August 4: Miss Littlewood

Amanda Ayeh as Joan 2, Amanda Hadingue as Nick, Photo by Topher McGrillis

Amanda Ayeh as Joan 2, Amanda Hadingue as Nick, Photo by Topher McGrillis

Joan Littlewood was a theatre innovator who had a huge influence on how theatre is made. A tough cockney who  quit RADA (Royal Academy of Dramatic Art)and walked from London to Manchester, she joined with young Jimmy Miller (later AKA Ewan McColl) in 1933 to do agitprop anti-Nazi street theatre. Together with Gerry Raffles, all-round technical fixer-upper, they created an ensemble approach to theatre that revolutionized theatre practice. After the war, the company, now called Theatre Workshop, survived hand-to-mouth and unsubsidized, without a permanent home base. In 1953, Gerry Raffles found a derelict theatre in East London, Theatre Royal Stratford East. The company scrubbed it up and moved in, creating new work and a new way of working, until a series of hits, transferred to the West End, brought international recognition: The Quare Fellow and The Hostage by Brendan Behan, A Taste of Honey, Fings Ain’t Wot They Used T’Be, Sparrers Can’t Sing. The biggest hit of all was Oh What a Lovely War (1963), which told the frightful story of the First World War using a combination of clown show, documentary segments, projections, and songs from the barracks and the music hall, all deftly crafted and arranged into a riveting experience in the theatre.

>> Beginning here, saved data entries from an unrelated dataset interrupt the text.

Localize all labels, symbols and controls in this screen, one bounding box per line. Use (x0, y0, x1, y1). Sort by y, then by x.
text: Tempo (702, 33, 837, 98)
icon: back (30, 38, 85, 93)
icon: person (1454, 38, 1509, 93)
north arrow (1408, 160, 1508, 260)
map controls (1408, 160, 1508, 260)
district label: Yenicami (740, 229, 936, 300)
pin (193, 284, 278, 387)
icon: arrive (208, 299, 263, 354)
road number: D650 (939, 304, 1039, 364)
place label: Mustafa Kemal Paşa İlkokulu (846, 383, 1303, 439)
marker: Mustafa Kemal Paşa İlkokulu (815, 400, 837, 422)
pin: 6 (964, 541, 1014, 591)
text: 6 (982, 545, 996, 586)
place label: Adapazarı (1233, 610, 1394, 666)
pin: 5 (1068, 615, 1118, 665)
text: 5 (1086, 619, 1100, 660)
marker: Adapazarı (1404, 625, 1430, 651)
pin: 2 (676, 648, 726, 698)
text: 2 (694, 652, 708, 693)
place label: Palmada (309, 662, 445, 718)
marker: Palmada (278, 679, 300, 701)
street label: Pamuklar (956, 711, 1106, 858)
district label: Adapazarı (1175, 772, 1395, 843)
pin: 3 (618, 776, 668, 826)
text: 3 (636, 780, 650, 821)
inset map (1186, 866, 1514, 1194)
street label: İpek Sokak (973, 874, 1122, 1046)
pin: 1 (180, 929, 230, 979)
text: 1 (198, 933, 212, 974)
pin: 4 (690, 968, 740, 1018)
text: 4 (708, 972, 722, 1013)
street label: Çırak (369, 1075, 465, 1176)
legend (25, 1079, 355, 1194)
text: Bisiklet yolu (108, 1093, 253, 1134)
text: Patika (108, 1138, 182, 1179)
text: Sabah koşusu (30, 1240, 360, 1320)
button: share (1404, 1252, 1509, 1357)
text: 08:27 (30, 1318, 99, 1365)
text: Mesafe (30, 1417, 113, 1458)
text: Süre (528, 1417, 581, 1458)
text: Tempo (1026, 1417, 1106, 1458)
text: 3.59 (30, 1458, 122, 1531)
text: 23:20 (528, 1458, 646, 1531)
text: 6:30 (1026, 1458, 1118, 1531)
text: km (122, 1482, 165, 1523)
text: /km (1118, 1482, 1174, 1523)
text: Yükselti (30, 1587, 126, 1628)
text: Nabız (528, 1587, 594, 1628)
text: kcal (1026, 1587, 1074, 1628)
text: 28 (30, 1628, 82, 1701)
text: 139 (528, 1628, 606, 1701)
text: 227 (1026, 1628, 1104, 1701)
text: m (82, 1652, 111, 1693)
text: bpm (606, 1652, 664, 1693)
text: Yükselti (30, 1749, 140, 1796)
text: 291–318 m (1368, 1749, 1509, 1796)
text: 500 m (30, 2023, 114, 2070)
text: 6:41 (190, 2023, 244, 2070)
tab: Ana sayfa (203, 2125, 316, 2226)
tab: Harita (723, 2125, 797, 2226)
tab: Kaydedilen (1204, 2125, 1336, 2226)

Miss Littlewood, a musical by Sam Kenyon, tells the story. Or rather, stories: the making of a theatre company, the life of Joan, the Joan and Gerry love story, and step-by-step what happened. Sam Kenyon came late to the party, having had no direct experience of Theatre Workshop, but had the help of Murray Melvin, a company member in the later years. He also had Joan’s Book, Joan’s autobiography, which (by the way) is a terrific read.

Miss Littlewood, Photo by Topher McGrillis

Miss Littlewood, Photo by Topher McGrillis

Toronto’s theatrical innovator, George Luscombe, was in the company in its earlier days, when the techniques were all being worked out. He brought the Littlewood approach to his company, Toronto Theatre Workshop, with a distinguished history of shows: Hey Rube, Mr. Bones, Ten Lost Years, Ain’t Lookin’ and lots more. I was in TWP and co-wrote a play with George, The Wobbly. My own theatre work has been in the Littlewood/Luscombe tradition.

So I had great incentive to see this show. Two days after we landed in London, we scooted up to Stratford-upon-Avon for the production’s last day.

Bottom line: it was worth it. MIss Littlewood was lively, with catchy songs of the right flavour, navigating its way through all the stories gracefully. Given that it wasn’t an ensemble production, but a musical about an ensemble, it managed to put across the feel of group creation. The most significant convention was having members of the company take turns playing Joan in the phases of her life — women black and white, skinny and solid. It was quite striking how the core of Joan was carried through all the transitions.

Standing beside me (yes, standing room again) was a woman who taught English and Drama, and was responsible for staging very ambitious productions (Les Miz). She had returned to see it a second time, bringing her mother. Joan continues to inspire, and Miss Littlewood is worthy of its subject.